This should fall in the category of valentine’s day posts. But not quite Matru-Pitru posts.
Anita’s Journal Entry, October 18, 2011. 11:30PM
Dear K,
Have you ever received a gift box, which is this big shiny box that opens up to reveal a smaller shiny box. When you open the second box with great anticipation, what you see is another box, almost as shiny, but a little smaller. Your curiosity gets the better of you. You open that one too. You see another. The process goes on for a while. You start tiring. But there is still that one more box left. Now, if you’re really the never tiring, always positive, and infinitely patient person, then you’d open this box with the same excitement as the previous one. But most people are spent by now. They just want to be done with the ordeal. Usually, they lose their excitement for this gift. The gift seems like a joke which has long since stopped being funny.

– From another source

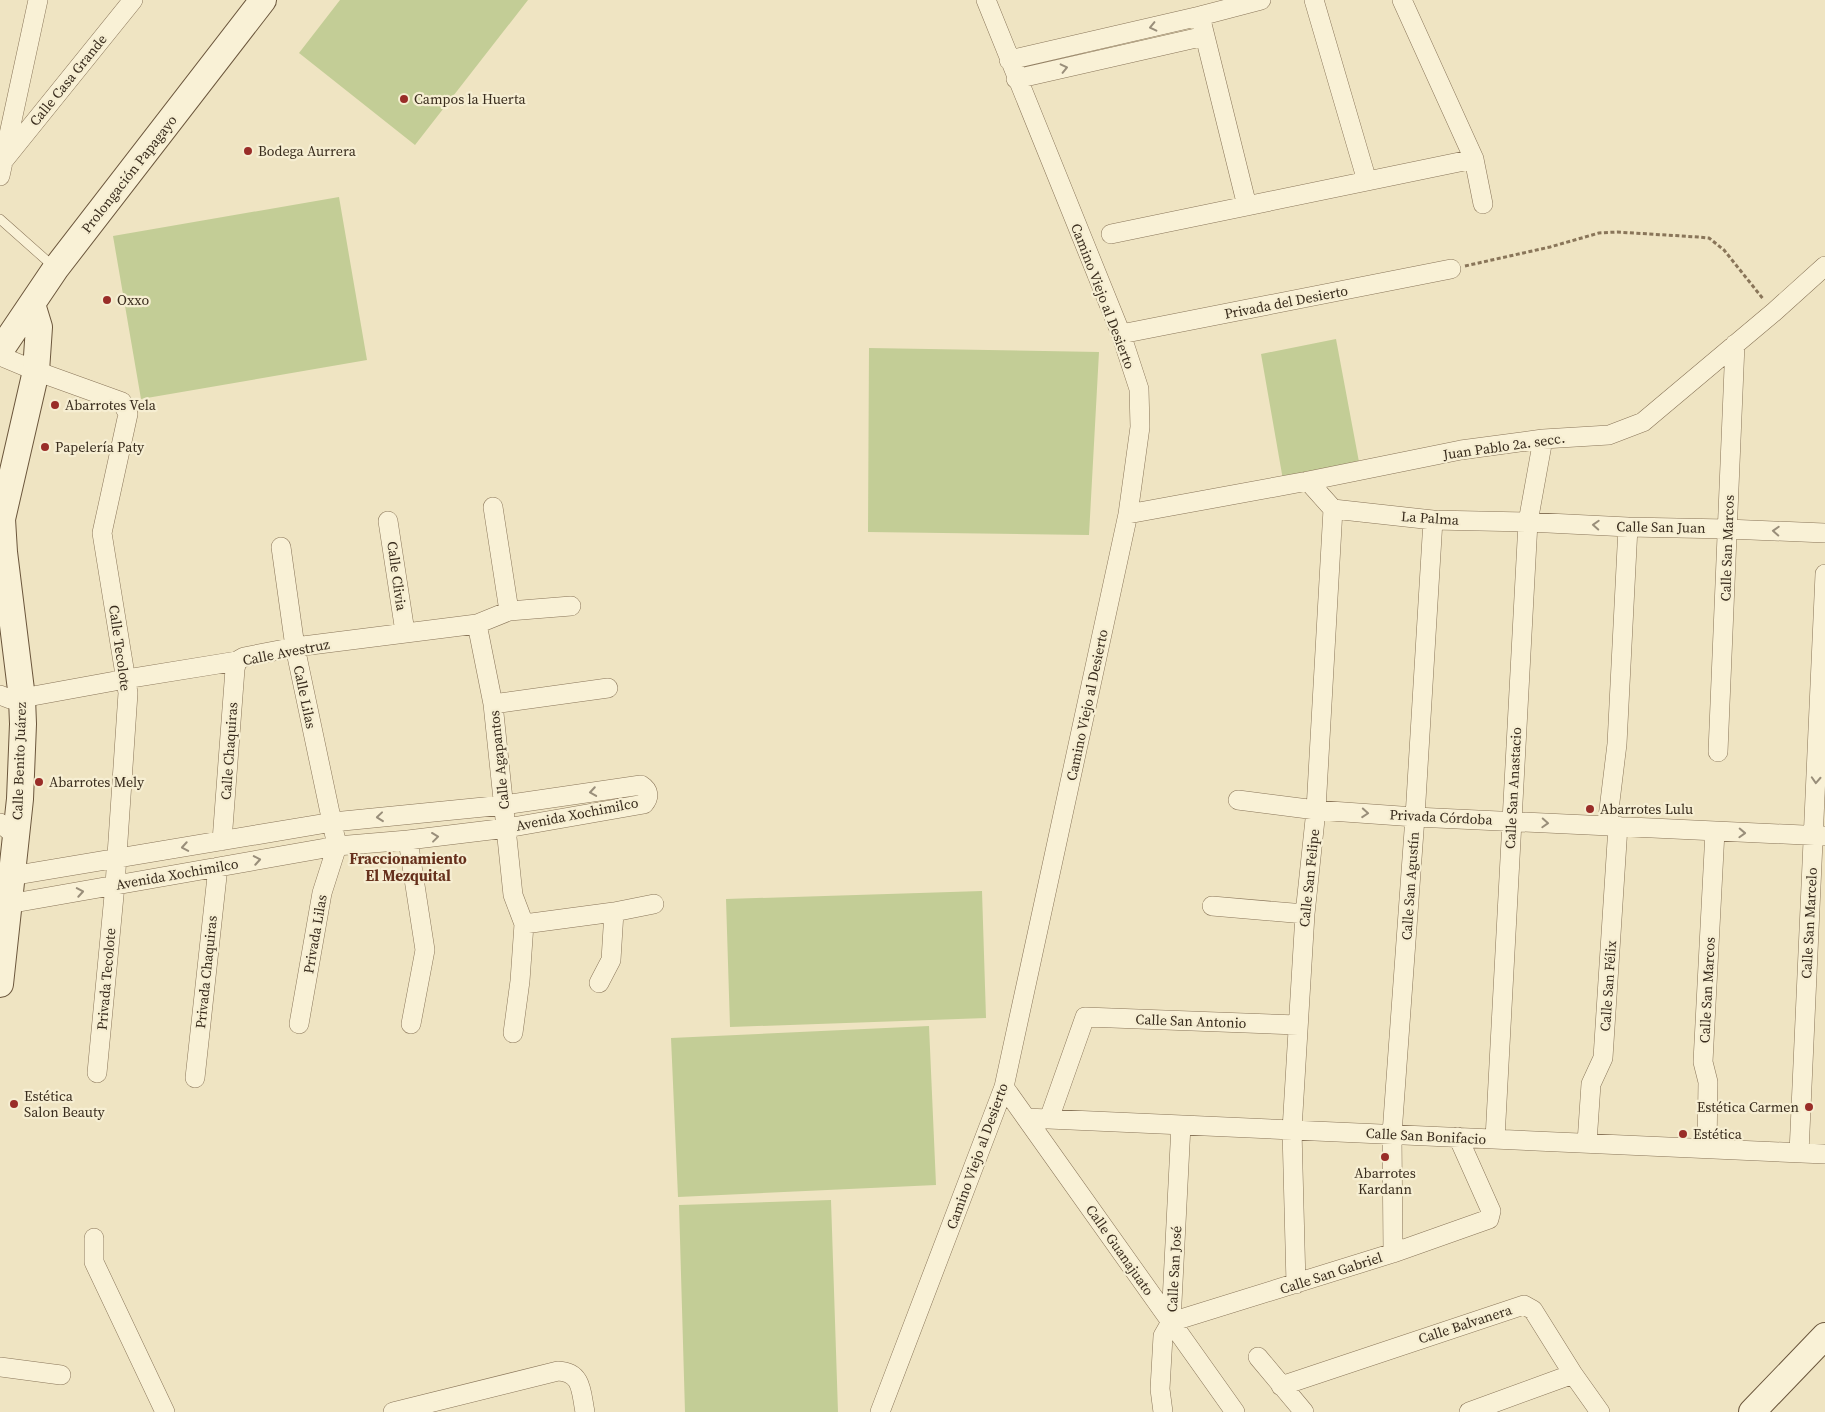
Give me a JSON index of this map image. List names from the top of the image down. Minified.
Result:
{"streets":{"street":["Calle Casa Grande","Prolongación Papagayo","Camino Viejo al Desierto","Privada del Desierto","Juan Pablo 2a. secc.","La Palma","Calle San Juan","Calle San Marcos","Calle Clivia","Calle Tecolote","Calle Avestruz","Calle Lilas","Calle Chaquiras","Calle Agapantos","Calle Benito Juárez","Calle San Anastacio","Avenida Xochimilco","Privada Córdoba","Calle San Felipe","Calle San Agustín","Calle San Marcelo","Privada Lilas","Privada Chaquiras","Privada Tecolote","Calle San Félix","Calle San Antonio","Calle San Bonifacio","Calle Guanajuato","Calle San José","Calle San Gabriel","Calle Balvanera"]},"crossings":[["Prolongación Papagayo","Calle Benito Juárez"],["Camino Viejo al Desierto","Privada del Desierto"],["Camino Viejo al Desierto","Juan Pablo 2a. secc."],["Camino Viejo al Desierto","Calle Guanajuato"],["Juan Pablo 2a. secc.","Calle San Marcos"],["Juan Pablo 2a. secc.","Calle San Anastacio"],["La Palma","Calle San Juan"],["La Palma","Calle San Anastacio"],["La Palma","Calle San Felipe"],["La Palma","Calle San Agustín"],["Calle San Juan","Calle San Marcos"],["Calle San Juan","Calle San Anastacio"],["Calle San Juan","Calle San Félix"],["Calle San Marcos","Privada Córdoba"],["Calle San Marcos","Calle San Bonifacio"],["Calle Clivia","Calle Avestruz"],["Calle Tecolote","Calle Avestruz"],["Calle Tecolote","Calle Benito Juárez"],["Calle Tecolote","Avenida Xochimilco"],["Calle Tecolote","Privada Tecolote"],["Calle Avestruz","Calle Lilas"],["Calle Avestruz","Calle Chaquiras"],["Calle Avestruz","Calle Agapantos"],["Calle Avestruz","Calle Benito Juárez"],["Calle Lilas","Avenida Xochimilco"],["Calle Lilas","Privada Lilas"],["Calle Chaquiras","Avenida Xochimilco"],["Calle Agapantos","Avenida Xochimilco"],["Calle Benito Juárez","Avenida Xochimilco"],["Calle San Anastacio","Privada Córdoba"],["Calle San Anastacio","Calle San Bonifacio"],["Avenida Xochimilco","Privada Lilas"],["Avenida Xochimilco","Privada Chaquiras"],["Avenida Xochimilco","Privada Tecolote"],["Privada Córdoba","Calle San Felipe"],["Privada Córdoba","Calle San Agustín"],["Privada Córdoba","Calle San Marcelo"],["Privada Córdoba","Calle San Félix"],["Calle San Felipe","Calle San Antonio"],["Calle San Felipe","Calle San Bonifacio"],["Calle San Felipe","Calle San Gabriel"],["Calle San Agustín","Calle San Bonifacio"],["Calle San Agustín","Calle San Gabriel"],["Calle San Marcelo","Calle San Bonifacio"],["Calle San Félix","Calle San Bonifacio"],["Calle San Antonio","Calle San Bonifacio"],["Calle San Bonifacio","Calle Guanajuato"],["Calle San Bonifacio","Calle San José"],["Calle San Bonifacio","Calle San Gabriel"],["Calle Guanajuato","Calle San José"],["Calle Guanajuato","Calle San Gabriel"],["Calle San José","Calle San Gabriel"]],"one_way":["Calle San Juan","Privada Córdoba","Calle San Marcelo"],"districts":["Fraccionamiento El Mezquital"],"places":["Campos la Huerta","Bodega Aurrera","Oxxo","Abarrotes Vela","Papelería Paty","Abarrotes Mely","Abarrotes Lulu","Estética Salon Beauty","Estética Carmen","Estética","Abarrotes Kardann"]}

This marriage seems a lot like that. A promise that I don’t see being fulfilled. For tonight, we sleep, to wake another day.
Yours,
A
October 23, 2011: 7:30AM, Somewhere on Mumbai-Pune Expressway
“Can’t you drive any faster?”
Anita had always felt that the driver, Surinder, preferred driving at speeds befitting bicycles on a highway. Slow to the point of being illegal. Surinder, however, looked at the dashboard, reconfirmed that he was driving at 80, the mentioned speed limit on that signpost he’d just crossed, and continued to ignore madamji.
“I am telling you. Someday, I am going to ask him to stop and get down right in the middle of this highway, and drive myself. It will solve two problems at the same time.”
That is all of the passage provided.